● What the exercise asks
Of all the lines in the entries below, give again exactly those starting at the line containing "1255,132 L 1262,150" and ending at the line containing "1555,326 L 1575,343", both ends included, and no others.

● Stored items
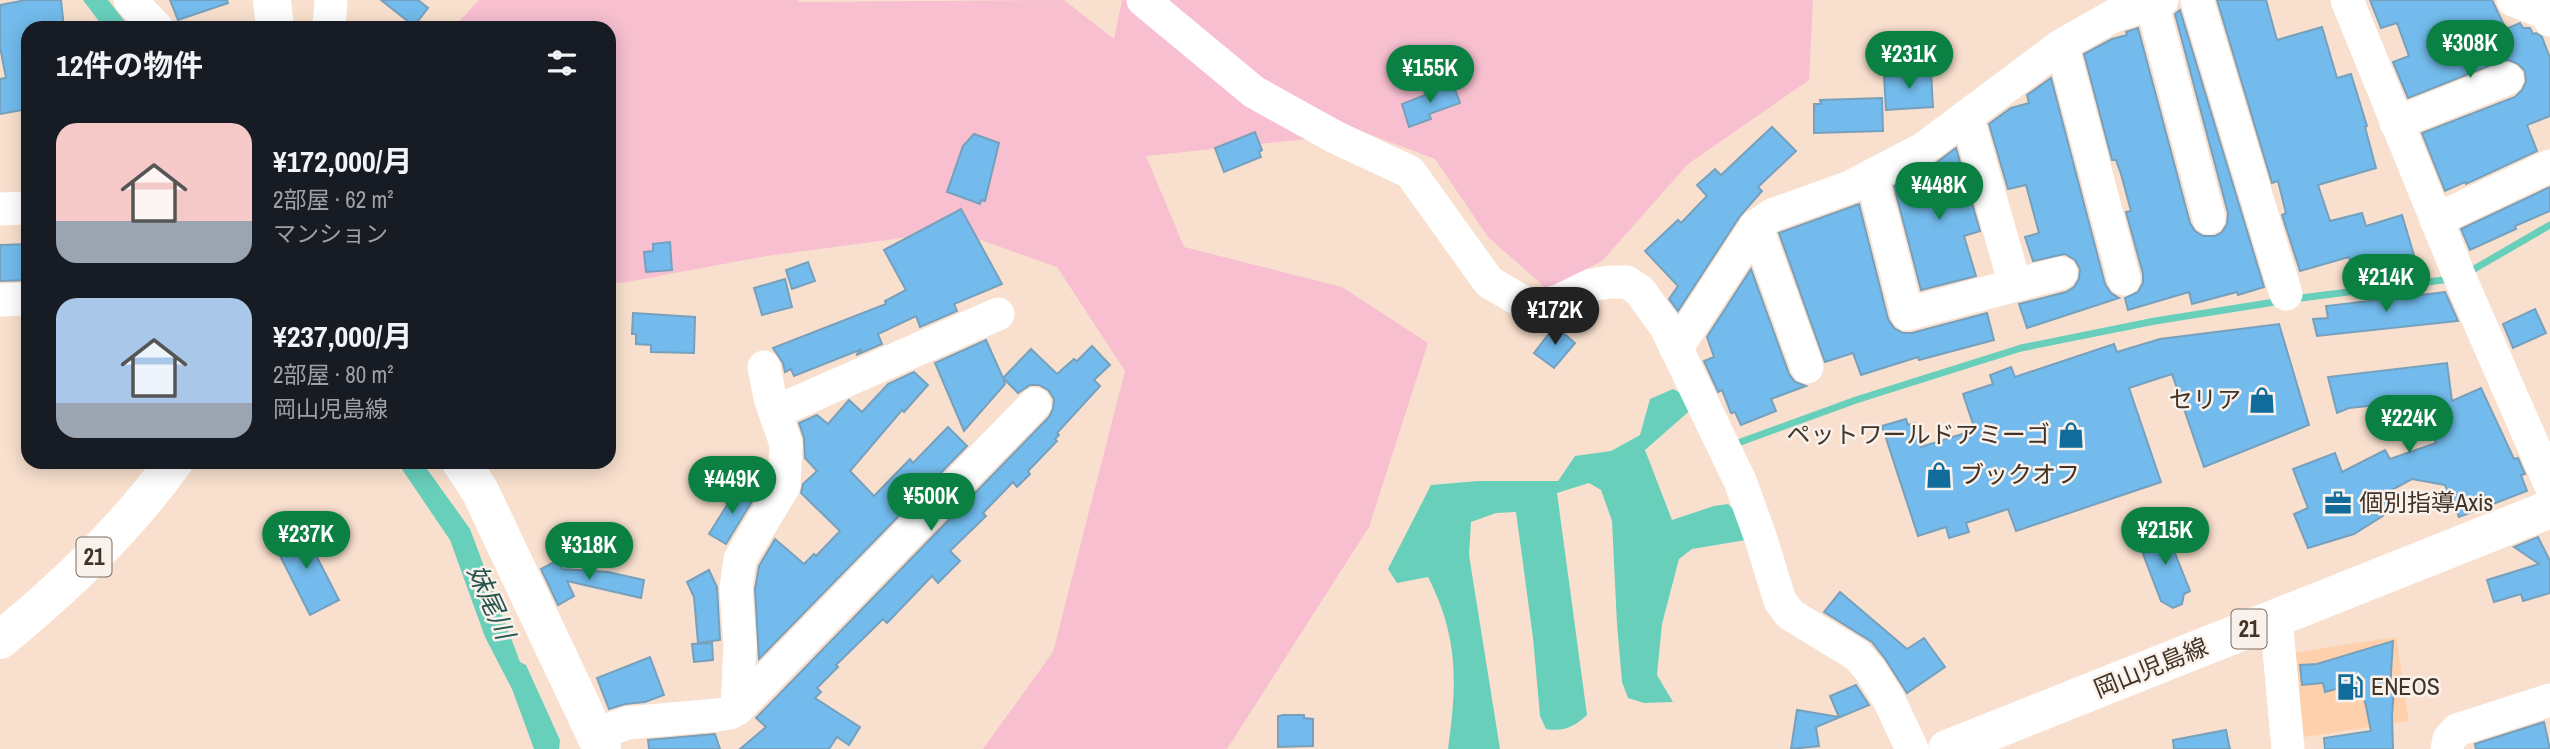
<!DOCTYPE html>
<html lang="ja">
<meta charset="utf-8">
<style>
body{margin:0;font-family:"Archivo Narrow","Noto Sans JP",sans-serif;background:#20242c;color:#f1f3f6;height:100vh;display:flex;flex-direction:column;font-size:26px;white-space:nowrap}
*{box-sizing:border-box;margin:0}
p{font-size:23px;color:#9ea1a6}
.icon{flex:none;width:38px;height:38px;fill:none;stroke:currentColor;stroke-width:2;stroke-linecap:round;stroke-linejoin:round}
.map{position:relative;flex:1;overflow:hidden}
.panel{position:absolute;left:21px;top:21px;width:595px;height:448px;display:flex;flex-direction:column;background:#171b24;border-radius:21px;box-shadow:0 4px 18px #0003}
.panel>*{flex:none}
.price{position:absolute;translate:-50% -60px;padding:0 16px;border-radius:24px;background:#0b8043;color:#fff;font-size:23px;line-height:46px;filter:drop-shadow(0 2px 4px #0008)}
.price::after{content:'';position:absolute;left:50%;top:42px;width:21px;height:16px;margin-left:-10px;background:inherit;clip-path:polygon(0 0,100% 0,50% 100%)}
.price.on{background:#222;color:#fff}
ul{padding:0;list-style:none}
li{display:flex;align-items:center;gap:21px;height:175px;padding:0 35px}
li span{display:grid;place-items:center;flex:none;width:196px;height:140px;border-radius:21px;color:#555}
li>.icon{margin-inline-start:auto}
span .icon{width:84px;height:84px;fill:#fffc;stroke-width:1}
li b{font-size:30px}
h2{display:flex;justify-content:space-between;align-items:center;height:84px;padding:0 35px;font-size:30px}
.map>svg:first-child{display:block}
</style>
<div class="map">
<svg width="2550" height="749" viewBox="0 0 2550 749">
<rect width="100%" height="100%" fill="#f9e0ce"/>
<path fill="#ffd0ac" d="M 2396,637 L 2409,721 L 2304,737 L 2291,653 Z"/>
<path fill="#f7bfd0" d="M 479,0 L 797,0 L 800,2 L 1064,0 L 1114,39 L 1122,0 L 1813,0 L 1809,80 L 1688,164 L 1603,260 L 1549,291 L 1488,237 L 1435,159 L 1366,133 L 1146,156 L 1184,247 L 1342,287 L 1428,343 L 1369,527 L 1227,749 L 983,749 L 1053,652 L 1125,371 L 1057,267 L 955,231 L 767,256 L 621,283 L 609,281 L 609,28 L 453,28 Z"/>
<g fill="#68cfbb">
<path d="M 83,0 L 108,0 L 130,28 L 104,28 Z"/>
<path d="M 1673,389 L 1689,397 L 1694,407 L 1645,450 L 1672,520 L 1714,506 L 1728,504 L 1737,513 L 1746,540 L 1692,549 L 1679,559 L 1662,624 L 1657,675 L 1673,702 L 1644,703 L 1628,698 L 1622,682 L 1617,624 L 1612,521 L 1601,490 L 1589,483 L 1557,493 L 1587,715 C 1574,727 1563,732 1546,729 L 1540,716 L 1533,638 L 1516,512 L 1496,513 L 1471,522 L 1469,555 L 1500,749 L 1448,749 C 1457,683 1459,638 1428,577 L 1397,583 L 1388,569 L 1431,485 L 1478,481 L 1558,481 L 1575,456 L 1611,451 L 1640,435 L 1650,399 Z"/>
<path d="M 397,462 L 422,462 L 470,529 L 520,662 L 526,665 L 560,740 L 559,749 L 534,749 L 512,689 L 485,637 L 450,540 Z"/>
</g>
<g fill="none" stroke-linecap="round" stroke-linejoin="round">
<g stroke="#68cfbb" stroke-width="7">
<path d="M 2469,272 L 2550,225"/>
<path d="M 2293,299 L 2451,279"/>
<path d="M 1735,444 L 1856,400 L 2021,348 L 2155,321 L 2281,301"/>
</g>
</g>
<g fill="#72bbec" stroke="#76a0bc" stroke-width="2">
<path d="M 26,0 L 61,0 L 64,28 L 28,28 L 28,109 L 0,114 L 0,79 L 6,78 L 0,47 L 0,5 Z"/>
<path d="M 170,0 L 227,0 L 228,3 L 178,20 Z"/>
<path d="M 381,0 L 418,0 L 428,8 L 414,26 Z"/>
<path d="M 2217,0 L 2266,0 L 2277,40 L 2322,27 L 2337,78 L 2351,74 L 2367,126 L 2365,127 L 2376,168 L 2318,185 L 2330,221 L 2362,213 L 2366,226 L 2402,215 L 2414,255 L 2354,273 L 2349,257 L 2300,271 L 2282,215 L 2286,213 L 2278,181 L 2272,183 Z"/>
<path d="M 2370,0 L 2492,0 L 2506,29 L 2520,23 L 2523,28 L 2530,28 L 2533,34 L 2536,33 L 2542,37 L 2550,58 L 2550,116 L 2527,125 L 2537,151 L 2466,184 L 2465,182 L 2445,191 L 2422,133 L 2515,97 L 2522,90 L 2526,82 L 2525,71 L 2518,64 L 2509,60 L 2501,61 L 2408,98 L 2393,62 L 2409,56 L 2397,23 L 2381,28 Z"/>
<path d="M 2180,10 L 2264,287 L 2238,295 L 2237,292 L 2192,304 L 2189,292 L 2128,310 L 2125,298 L 2138,292 L 2143,283 L 2143,274 L 2126,212 L 2131,211 L 2121,174 L 2116,160 L 2112,160 L 2084,54 L 2112,39 L 2127,35 L 2126,32 L 2138,28 L 2190,223 L 2195,231 L 2203,236 L 2215,236 L 2222,232 L 2227,224 L 2228,213 L 2175,14 Z"/>
<path d="M 1931,72 L 1933,107 L 1886,110 L 1884,76 Z"/>
<path d="M 2051,78 L 2105,284 L 2111,293 L 2119,298 L 2027,328 L 2019,304 L 2066,292 L 2074,287 L 2079,279 L 2080,269 L 2075,260 L 2065,254 L 2033,261 L 2025,237 L 2039,233 L 2026,185 L 2008,189 L 1989,124 L 2011,108 L 2029,103 L 2027,95 Z"/>
<path d="M 1453,84 L 1460,103 L 1429,114 L 1431,119 L 1409,127 L 1402,104 Z"/>
<path d="M 1882,98 L 1883,131 L 1814,133 L 1814,104 L 1821,104 L 1820,100 Z"/>
<path d="M 1772,127 L 1796,151 L 1758,187 L 1762,191 L 1740,216 L 1678,311 L 1669,299 L 1678,286 L 1645,251 L 1678,220 L 1681,223 L 1707,196 L 1697,185 L 1715,169 L 1721,175 Z"/>
<path d="M 1255,132 L 1262,150 L 1259,152 L 1261,157 L 1224,172 L 1215,148 Z"/>
<path d="M 974,134 L 999,143 L 985,201 L 981,200 L 980,204 L 947,192 L 963,146 Z"/>
<path d="M 1956,148 L 1980,231 L 1964,236 L 1976,276 L 1921,290 L 1894,186 L 1932,166 Z"/>
<path d="M 2550,187 L 2550,211 L 2515,226 L 2516,229 L 2470,250 L 2461,229 Z"/>
<path d="M 1859,204 L 1888,319 L 1894,328 L 1903,333 L 1912,333 L 1987,313 L 1994,340 L 1919,360 L 1918,357 L 1861,375 L 1853,353 L 1825,362 L 1779,233 Z"/>
<path d="M 961,209 L 1002,284 L 954,304 L 957,311 L 920,327 L 916,316 L 878,334 L 882,344 L 856,355 L 862,349 L 794,376 L 791,369 L 785,372 L 783,363 L 773,348 L 886,304 L 885,301 L 906,290 L 884,250 Z"/>
<path d="M 670,242 L 672,270 L 646,272 L 644,252 L 653,251 L 653,244 Z"/>
<path d="M 28,244 L 28,280 L 0,281 L 0,245 Z"/>
<path d="M 808,262 L 815,281 L 792,289 L 786,270 Z"/>
<path d="M 1751,269 L 1789,374 L 1795,382 L 1806,386 L 1771,399 L 1776,411 L 1741,425 L 1735,412 L 1731,413 L 1722,390 L 1718,392 L 1704,361 L 1714,357 L 1707,337 Z"/>
<path d="M 785,279 L 792,307 L 762,315 L 754,288 Z"/>
<path d="M 2445,292 L 2458,321 L 2317,336 L 2313,319 L 2328,318 L 2326,306 Z"/>
<path d="M 2535,309 L 2546,333 L 2513,348 L 2503,324 Z"/>
<path d="M 633,313 L 695,317 L 694,353 L 651,352 L 651,345 L 636,344 L 636,334 L 632,334 Z"/>
<path d="M 2279,324 L 2309,425 L 2204,467 L 2172,374 L 2129,388 L 2161,482 L 2016,531 L 2008,509 L 1966,523 L 1969,532 L 1949,538 L 1946,527 L 1918,536 L 1882,426 L 1906,419 L 1908,425 L 1915,423 L 1921,447 L 1975,430 L 1963,394 L 1993,384 L 1990,375 L 2011,367 L 2015,377 L 2114,344 L 2117,352 L 2160,339 Z"/>
<path d="M 1555,326 L 1575,343 L 1554,368 L 1534,353 Z"/>
<path d="M 986,340 L 1003,378 L 1031,349 L 1057,374 L 1074,359 L 1077,361 L 1092,346 L 1110,365 L 1094,380 L 1100,386 L 1057,433 L 1059,435 L 1055,439 L 1057,441 L 1028,471 L 1030,474 L 1017,487 L 1013,482 L 983,513 L 986,516 L 950,551 L 960,561 L 938,583 L 932,576 L 887,623 L 883,619 L 836,665 L 838,667 L 817,688 L 821,692 L 815,698 L 860,727 L 849,745 L 837,737 L 829,749 L 740,749 L 766,727 L 756,718 L 1049,417 L 1053,409 L 1054,399 L 1048,390 L 1039,385 L 1030,385 L 1018,393 L 1003,378 L 1005,384 L 964,431 L 935,363 Z"/>
<path d="M 2447,363 L 2452,401 L 2481,388 L 2514,459 L 2518,458 L 2525,474 L 2521,475 L 2527,491 L 2459,517 L 2445,485 L 2412,479 L 2388,492 L 2397,507 L 2354,534 L 2308,548 L 2294,514 L 2308,508 L 2293,469 L 2335,453 L 2342,472 L 2385,450 L 2390,459 L 2436,443 L 2417,401 L 2349,408 L 2337,413 L 2328,377 Z"/>
<path d="M 914,372 L 928,385 L 904,412 L 902,410 L 850,471 L 874,496 L 910,459 L 913,463 L 948,427 L 967,446 L 759,659 L 755,589 L 759,566 L 775,539 L 804,564 L 814,554 L 816,556 L 840,531 L 801,493 L 803,484 L 817,471 L 805,458 L 804,438 L 799,423 L 817,415 L 828,424 L 849,400 L 862,412 L 888,384 Z"/>
<path d="M 739,486 L 754,498 L 726,544 L 709,534 Z"/>
<path d="M 2163,523 L 2190,591 L 2184,594 L 2182,604 L 2173,608 L 2161,601 L 2140,546 L 2151,542 L 2147,529 Z"/>
<path d="M 302,528 L 339,600 L 310,615 L 273,542 Z"/>
<path d="M 2538,537 L 2550,561 L 2550,593 L 2523,601 L 2521,594 L 2494,602 L 2487,580 L 2539,564 L 2514,547 Z"/>
<path d="M 558,560 L 562,569 L 608,572 L 644,580 L 641,598 L 567,581 L 574,596 L 558,605 L 541,569 Z"/>
<path d="M 709,570 L 717,587 L 720,640 L 698,643 L 694,597 L 687,582 Z"/>
<path d="M 1840,592 L 1907,649 L 1924,638 L 1945,667 L 1907,693 L 1886,660 L 1872,642 L 1824,612 Z"/>
<path d="M 2393,641 L 2390,689 L 2394,689 L 2392,716 L 2393,749 L 2325,749 L 2324,738 L 2371,731 L 2361,682 L 2325,692 L 2323,683 L 2302,685 L 2300,665 L 2317,664 Z"/>
<path d="M 712,643 L 713,660 L 694,662 L 692,644 Z"/>
<path d="M 650,657 L 664,695 L 645,702 L 625,704 L 609,709 L 597,678 Z"/>
<path d="M 1856,685 L 1869,705 L 1816,727 L 1819,746 L 1791,749 L 1797,710 L 1839,717 L 1830,696 Z"/>
<path d="M 1283,715 L 1304,715 L 1304,718 L 1313,719 L 1313,746 L 1278,747 L 1278,716 Z"/>
<path d="M 2544,722 L 2550,749 L 2476,749 L 2475,744 Z"/>
<path d="M 2226,730 L 2230,749 L 2174,749 L 2173,740 Z"/>
<path d="M 715,734 L 720,749 L 649,749 L 648,740 Z"/>
</g>
<g fill="none" stroke-linecap="round" stroke-linejoin="round">
<g stroke="#fff" stroke-width="33">
<path d="M 130,0 L 157,28"/>
<path d="M 1143,0 L 1254,92 L 1335,137 L 1410,172 L 1489,282 L 1523,302 L 1540,306 L 1558,301 L 1591,285 L 1610,282 L 1627,282 L 1640,291 L 1666,327 L 1740,481 L 1760,536 L 1780,601 L 1791,615 L 1857,655 L 1870,670 L 1889,700 L 1912,749"/>
<path d="M 2197,0 L 2286,294"/>
<path d="M 2347,0 L 2461,280 L 2550,484"/>
<path d="M 2513,0 L 2546,13 L 2550,20"/>
<path d="M 2152,4 L 2209,218"/>
<path d="M 329,28 L 331,0"/>
<path d="M 2062,45 L 2124,279"/>
<path d="M 1967,116 L 2015,285"/>
<path d="M 2396,123 L 2507,79"/>
<path d="M 1872,176 L 1907,314 L 2061,273"/>
<path d="M 0,209 L 28,208"/>
<path d="M 2436,220 L 2550,166"/>
<path d="M 1756,226 L 1807,367"/>
<path d="M 0,300 L 28,299"/>
<path d="M 1676,349 L 1756,226 L 1772,215 L 1850,187 L 1923,149 L 2062,45 L 2113,16 L 2162,0"/>
<path d="M 775,412 L 998,314"/>
<path d="M 2276,618 L 2288,749"/>
<path d="M 737,709 L 740,644 L 736,588 L 740,559 L 784,486 L 786,444 L 770,398 L 764,367"/>
<path d="M 595,735 L 627,723 L 717,715 L 730,713 L 737,709 L 1035,404"/>
<path d="M 2447,749 L 2449,739 L 2457,730 L 2550,700"/>
</g>
<g stroke="#fff" stroke-width="38">
<path d="M 272,0 L 275,28"/>
<path d="M 461,462 L 480,491 L 602,749"/>
<path d="M 0,640 C 65,587 125,530 174,462"/>
<path d="M 1947,749 L 2550,509"/>
</g>
</g>
<defs>
<symbol id="shop-bare" viewBox="-9 -9 18 18"><path d="M-5-2.5h2.3a2.7 3.5 0 0 1 5.4 0H5L5.5 6h-11ZM-1.5-2.5h3a1.5 2.3 0 0 0-3 0Z" fill="#116b9b" stroke="#f9f1eb" stroke-width="2.5" paint-order="stroke"/></symbol>
<symbol id="office-bare" viewBox="-9 -9 18 18"><path d="M-6-3h4V-5.5h4V-3h4V5H-6ZM-1-4.5V-3h2v-1.5ZM-6 0V1H6V0Z" fill="#116b9b" stroke="#f9f1eb" stroke-width="2.5" paint-order="stroke"/></symbol>
<symbol id="fuel-bare" viewBox="-9 -9 18 18"><path d="M-5.5-6h7V0h2V4h1.3V-2.5L3-4.5l.8-.8L6-3V5H2.5V1h-1V6h-7ZM-4.2-4.7v3.2H.2V-4.7Z" fill="#116b9b" stroke="#f9f1eb" stroke-width="2.5" paint-order="stroke"/></symbol>
</defs>
<g fill-rule="evenodd">
<use href="#shop-bare" x="2243" y="381" width="38" height="38"/>
<use href="#shop-bare" x="2052" y="416" width="38" height="38"/>
<use href="#shop-bare" x="1920" y="456" width="38" height="38"/>
<use href="#office-bare" x="2319" y="484" width="38" height="38"/>
<use href="#fuel-bare" x="2331" y="668" width="38" height="38"/>
</g>
<g text-anchor="middle" stroke-width="5" stroke-linejoin="round" paint-order="stroke">
<g fill="#f9f1eb" stroke="#796c61" stroke-width="2">
<rect x="76.5" y="537.5" width="35" height="39" rx="5"/>
<rect x="2231.5" y="609.5" width="35" height="39" rx="5"/>
</g>
<g font-size="23" font-weight="bold" fill="#423326">
<text x="94" y="565">21</text>
<text x="2249" y="637">21</text>
</g>
<g font-size="24" fill="#423326" stroke="#f9f1eb" text-anchor="start">
<text x="2241" y="408" text-anchor="end">セリア</text>
<text x="2050" y="443" text-anchor="end">ペットワールドアミーゴ</text>
<text x="1960" y="483">ブックオフ</text>
<text x="2359" y="511">個別指導Axis</text>
<text x="2371" y="695">ENEOS</text>
</g>
<g font-size="24" fill="#423326" stroke="#f9f1eb">
<text transform="translate(2151 668) rotate(-22)" y="8">岡山児島線</text>
</g>
<g font-size="26" font-style="italic" fill="#27544c" stroke="#f9f1eb">
<text transform="translate(491 602) rotate(66)" y="9">妹尾川</text>
</g>
</g>
</svg>
<b class="price" style="left:2470px;top:80px">¥308K</b>
<b class="price" style="left:1909px;top:91px">¥231K</b>
<b class="price" style="left:1430px;top:105px">¥155K</b>
<b class="price" style="left:1939px;top:222px">¥448K</b>
<b class="price" style="left:2386px;top:314px">¥214K</b>
<b class="price on" style="left:1555px;top:347px">¥172K</b>
<b class="price" style="left:2409px;top:455px">¥224K</b>
<b class="price" style="left:732px;top:516px">¥449K</b>
<b class="price" style="left:931px;top:533px">¥500K</b>
<b class="price" style="left:2165px;top:567px">¥215K</b>
<b class="price" style="left:306px;top:571px">¥237K</b>
<b class="price" style="left:589px;top:582px">¥318K</b>
<section class="panel">
<h2>12件の物件<svg class="icon" aria-label="filters" viewBox="0 0 24 24"><path d="M4 7h16M4 17h16"/><circle cx="9" cy="7" r="2"/><circle cx="15" cy="17" r="2"/></svg></h2>
<ul>
<li><span style="background:linear-gradient(#f6c9c9 70%,#9aa5b1 0)"><svg class="icon" aria-label="home" viewBox="0 0 24 24"><path d="M3 11l9-7 9 7M6 9v11h12V9"/></svg></span><div><b>¥172,000/月</b><p>2部屋 · 62 m²</p><p>マンション</p></div></li>
<li><span style="background:linear-gradient(#a9c7e8 75%,#9aa5b1 0)"><svg class="icon" aria-label="home" viewBox="0 0 24 24"><path d="M3 11l9-7 9 7M6 9v11h12V9"/></svg></span><div><b>¥237,000/月</b><p>2部屋 · 80 m²</p><p>岡山児島線</p></div></li>
</ul>
</section>
</div>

● Your solution
<path d="M 1255,132 L 1262,150 L 1259,152 L 1261,157 L 1224,172 L 1215,148 Z"/>
<path d="M 974,134 L 999,143 L 985,201 L 981,200 L 980,204 L 947,192 L 963,146 Z"/>
<path d="M 1956,148 L 1980,231 L 1964,236 L 1976,276 L 1921,290 L 1894,186 L 1932,166 Z"/>
<path d="M 2550,187 L 2550,211 L 2515,226 L 2516,229 L 2470,250 L 2461,229 Z"/>
<path d="M 1859,204 L 1888,319 L 1894,328 L 1903,333 L 1912,333 L 1987,313 L 1994,340 L 1919,360 L 1918,357 L 1861,375 L 1853,353 L 1825,362 L 1779,233 Z"/>
<path d="M 961,209 L 1002,284 L 954,304 L 957,311 L 920,327 L 916,316 L 878,334 L 882,344 L 856,355 L 862,349 L 794,376 L 791,369 L 785,372 L 783,363 L 773,348 L 886,304 L 885,301 L 906,290 L 884,250 Z"/>
<path d="M 670,242 L 672,270 L 646,272 L 644,252 L 653,251 L 653,244 Z"/>
<path d="M 28,244 L 28,280 L 0,281 L 0,245 Z"/>
<path d="M 808,262 L 815,281 L 792,289 L 786,270 Z"/>
<path d="M 1751,269 L 1789,374 L 1795,382 L 1806,386 L 1771,399 L 1776,411 L 1741,425 L 1735,412 L 1731,413 L 1722,390 L 1718,392 L 1704,361 L 1714,357 L 1707,337 Z"/>
<path d="M 785,279 L 792,307 L 762,315 L 754,288 Z"/>
<path d="M 2445,292 L 2458,321 L 2317,336 L 2313,319 L 2328,318 L 2326,306 Z"/>
<path d="M 2535,309 L 2546,333 L 2513,348 L 2503,324 Z"/>
<path d="M 633,313 L 695,317 L 694,353 L 651,352 L 651,345 L 636,344 L 636,334 L 632,334 Z"/>
<path d="M 2279,324 L 2309,425 L 2204,467 L 2172,374 L 2129,388 L 2161,482 L 2016,531 L 2008,509 L 1966,523 L 1969,532 L 1949,538 L 1946,527 L 1918,536 L 1882,426 L 1906,419 L 1908,425 L 1915,423 L 1921,447 L 1975,430 L 1963,394 L 1993,384 L 1990,375 L 2011,367 L 2015,377 L 2114,344 L 2117,352 L 2160,339 Z"/>
<path d="M 1555,326 L 1575,343 L 1554,368 L 1534,353 Z"/>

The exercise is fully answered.